Abstract
For the first time it is shown that the same Pseudomonas aeruginosa clone exists in both the upper and lower airways in patients with PCD, providing a solid support of the unified airway theory where the sinuses are a possible bacterial reservoir http://bit.ly/2kcE9tq
To the Editor:
Similar to patients with cystic fibrosis (CF) and non-CF bronchiectasis, patients with primary ciliary dyskinesia (PCD) are prone to recurrent or chronic lung infections with Pseudomonas aeruginosa. Chronic P. aeruginosa lung infection has a prevalence of up to 39% in patients with PCD [1] and is associated with structural damage, affecting lung function. Treatment of P. aeruginosa infection is challenging because P. aeruginosa adapts to the host environment through genotypic/phenotypic changes, promoting a reduced immune response [2]. We have found previously that the paranasal sinuses in patients with CF act as bacterial reservoirs where P. aeruginosa adapts and recolonises P. aeruginosa-eradicated lungs [3, 4]. In addition, our group has reported P. aeruginosa-positive cultures from the upper and lower airways of patients with PCD [5]. However, it was unclear whether the paranasal sinuses of patients with PCD also act as bacterial reservoirs. We are investigating whether the same P. aeruginosa clone type colonises both the paranasal sinuses and the lungs, and the extent to which P. aeruginosa adapts to the host environment via genotypic/phenotypic changes.
From 2009 to 2017, we collected and analysed 38 P. aeruginosa isolates (21 paranasal sinus, 17 lung) from nine chronically lung-infected patients with PCD [6]. At least one sinus isolate and one lung isolate were collected from each patient. The mean time between first and last isolate was 3.0 years (range 0–5.5 years) (figure 1). Chronic P. aeruginosa infection was diagnosed according to the modified CF Leeds criteria, or when anti-P. aeruginosa precipitin levels were elevated in combination with a P. aeruginosa-positive sample [1]. Sinus isolates were sampled from the maxillary, ethmoidal, sphenoid or frontal sinuses during endoscopic sinus surgery (ESS). Lung isolates were obtained by bronchoalveolar lavage in combination with ESS or, at a different time, by expectoration or endolaryngeal suction at our PCD centre. Nine of the lung isolates have been described previously by our group [7]. Our principal eradication treatment for P. aeruginosa infection in patients with PCD is 3 weeks' inhalation of colistin and oral ciprofloxacin, and the second-line treatment is 2 weeks of intravenous aminoglycoside and β-lactam. P. aeruginosa genotype/phenotype was obtained from whole genome sequencing, growth rate, motility, protease secretion, biofilm formation and antibiotic susceptibility, and compared to the reference strain PAO1.

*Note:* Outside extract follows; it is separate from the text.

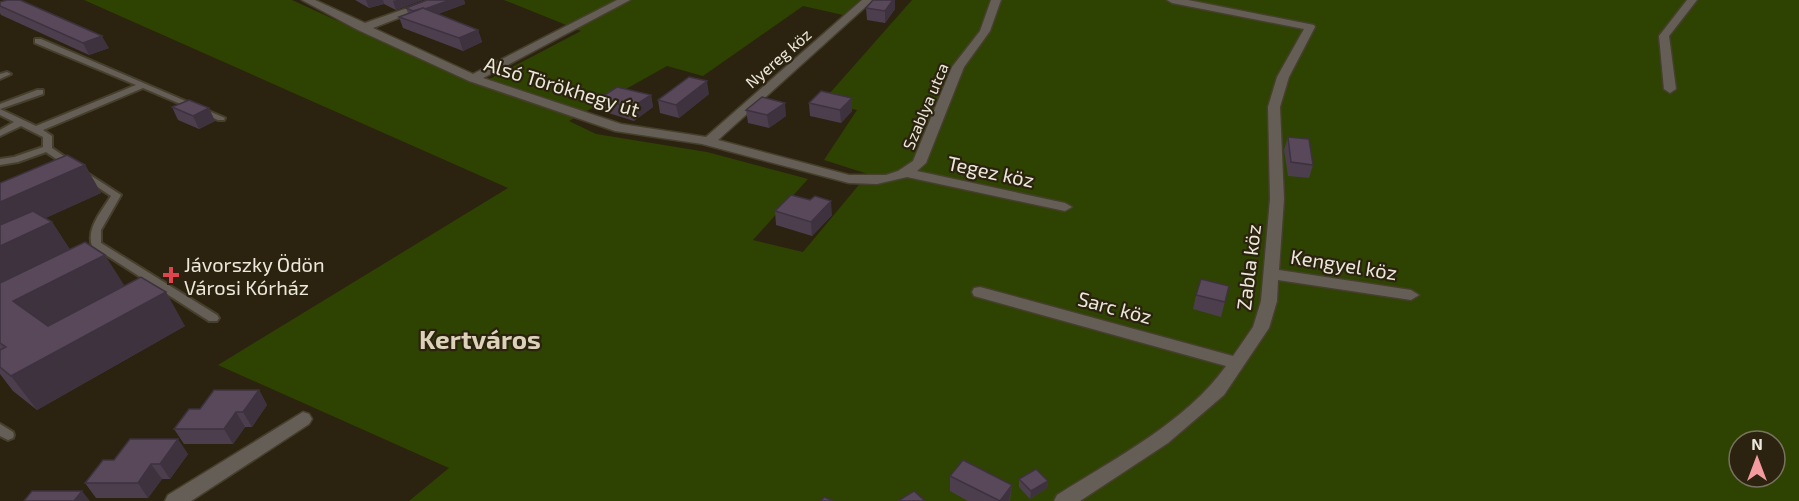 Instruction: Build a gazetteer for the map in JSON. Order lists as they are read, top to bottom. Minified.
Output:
{"streets":{"street":["Nyereg köz","Alsó Törökhegy út","Szablya utca","Tegez köz","Kengyel köz","Zabla köz","Sarc köz"]},"crossings":[["Nyereg köz","Alsó Törökhegy út"],["Alsó Törökhegy út","Szablya utca"],["Alsó Törökhegy út","Tegez köz"],["Kengyel köz","Zabla köz"],["Zabla köz","Sarc köz"]],"districts":["Kertváros"],"places":{"health":["Jávorszky Ödön Városi Kórház"]},"north":"top"} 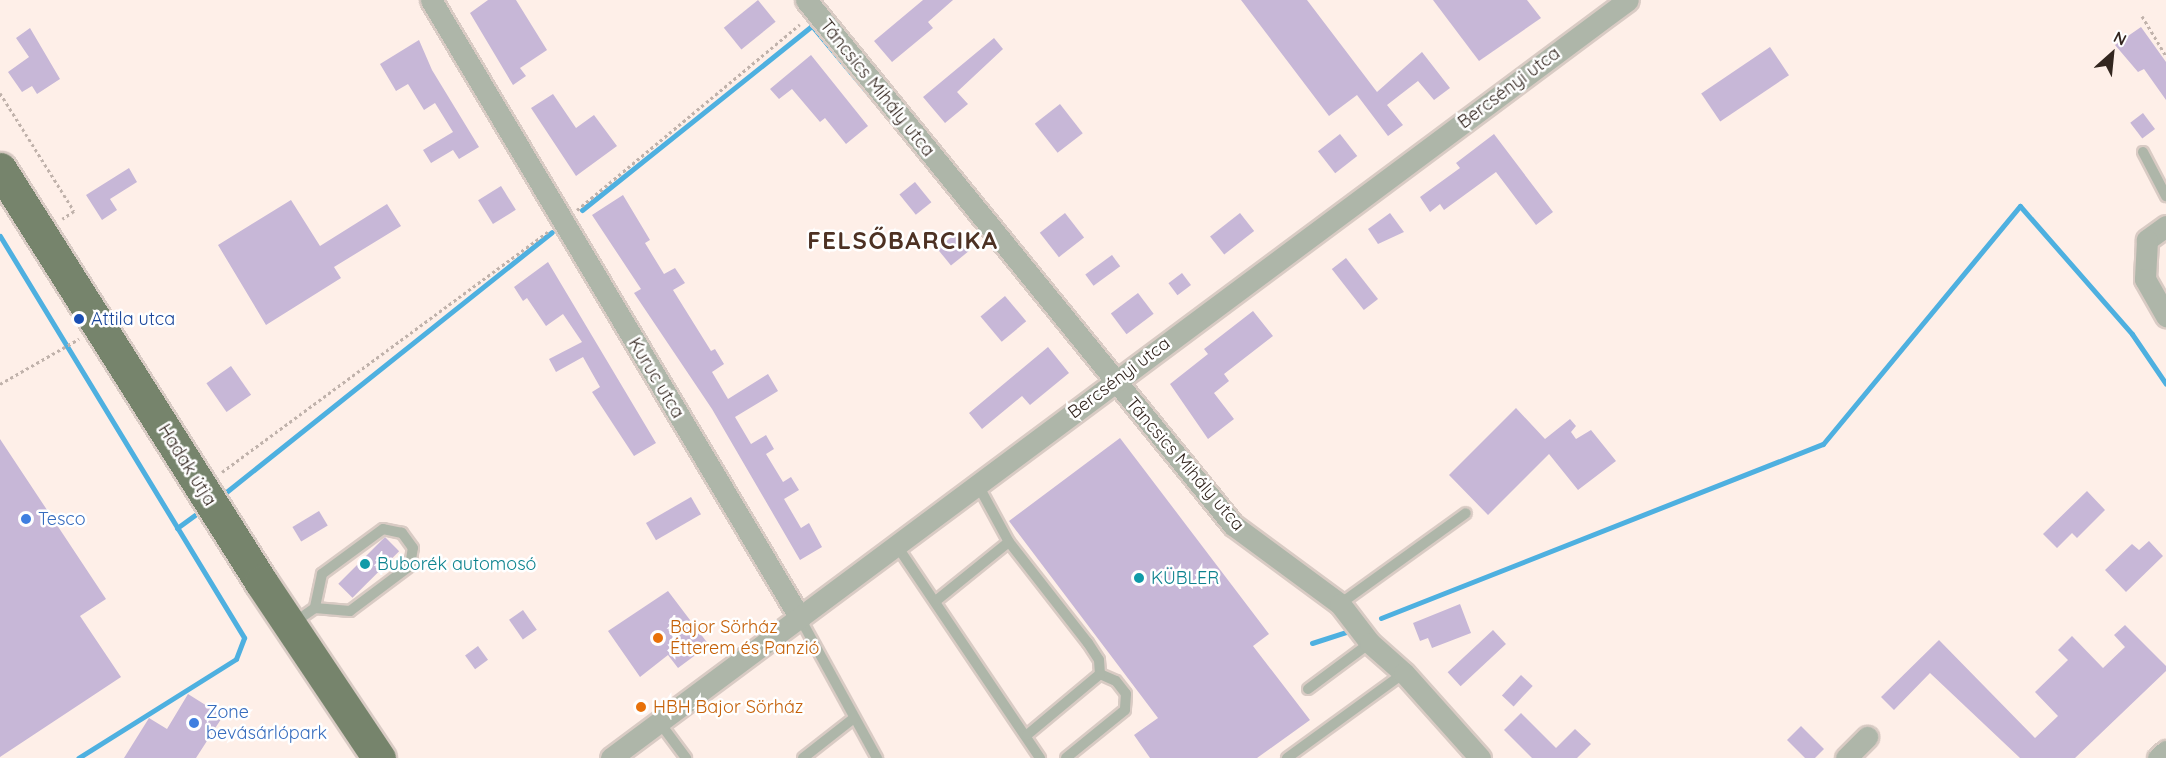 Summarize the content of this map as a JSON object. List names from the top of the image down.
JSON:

Each patient (P1–P9) had one individual P. aeruginosa clone type, which was present in both the paranasal sinuses and the lungs; thus, nine different P. aeruginosa clone types were identified (figure 1). P1–P5 and P7 retained their individual clone types for years, with an observed maximum of 5.5 years. P6, P8 and P9 also retained their individual clone types over time, but their sinus isolates were collected simultaneously or within months of the lung isolates. None of the patients shared clone types and only P7's clone type had previously been identified from a patient with CF at our centre. There was no evidence of cross-infection, as DK19 belongs to the environmentally abundant PA14 clonal complex.
All P. aeruginosa sinus and lung isolates from each patient's clone type had similar genotypes (figure 1). Isolates from different patients had very different genotypes. P3's clone (DK64) and P7's clone (DK19) had no gene mutations. P1's clone (DK60) was a hypermutator [8] with a total of 37 mutated genes, four of which were shared between sinus and lung isolates. The hypermutator status did not show as phenotypic changes. The remaining patients' clones had a varying, but low, number of mutated genes (mean 3.5, range 0–10). Some mutations were present in all isolates within a given clone type, while others were only present in some of the isolates. The following mutated genes were found in more than one clone type: MigA (DK66, DK119), involved in biofilm formation and colistin resistance [9]; AlgU (DK63, DK128), affecting production of alginate (biofilm matrix) and associated with a more resilient mucoid phenotype [2]; and LasR (DK60, DK66), with a central regulatory role in quorum sensing, which also improves bacterial survival [2]. We found LasR, AlgU and MigA mutations in some isolates, but saw no consistent phenotypic change in mucoidity or colistin resistance. The phenotypic characteristics were like those of PAO1, with no consistent adaptational patterns between isolates from sinuses and lungs and no clear correlation between genotype and phenotype. This may have been due to other regulatory mechanisms and post-transcriptional events that affect gene expression and gene product. Future analysis of P. aeruginosa RNA may clarify this connection.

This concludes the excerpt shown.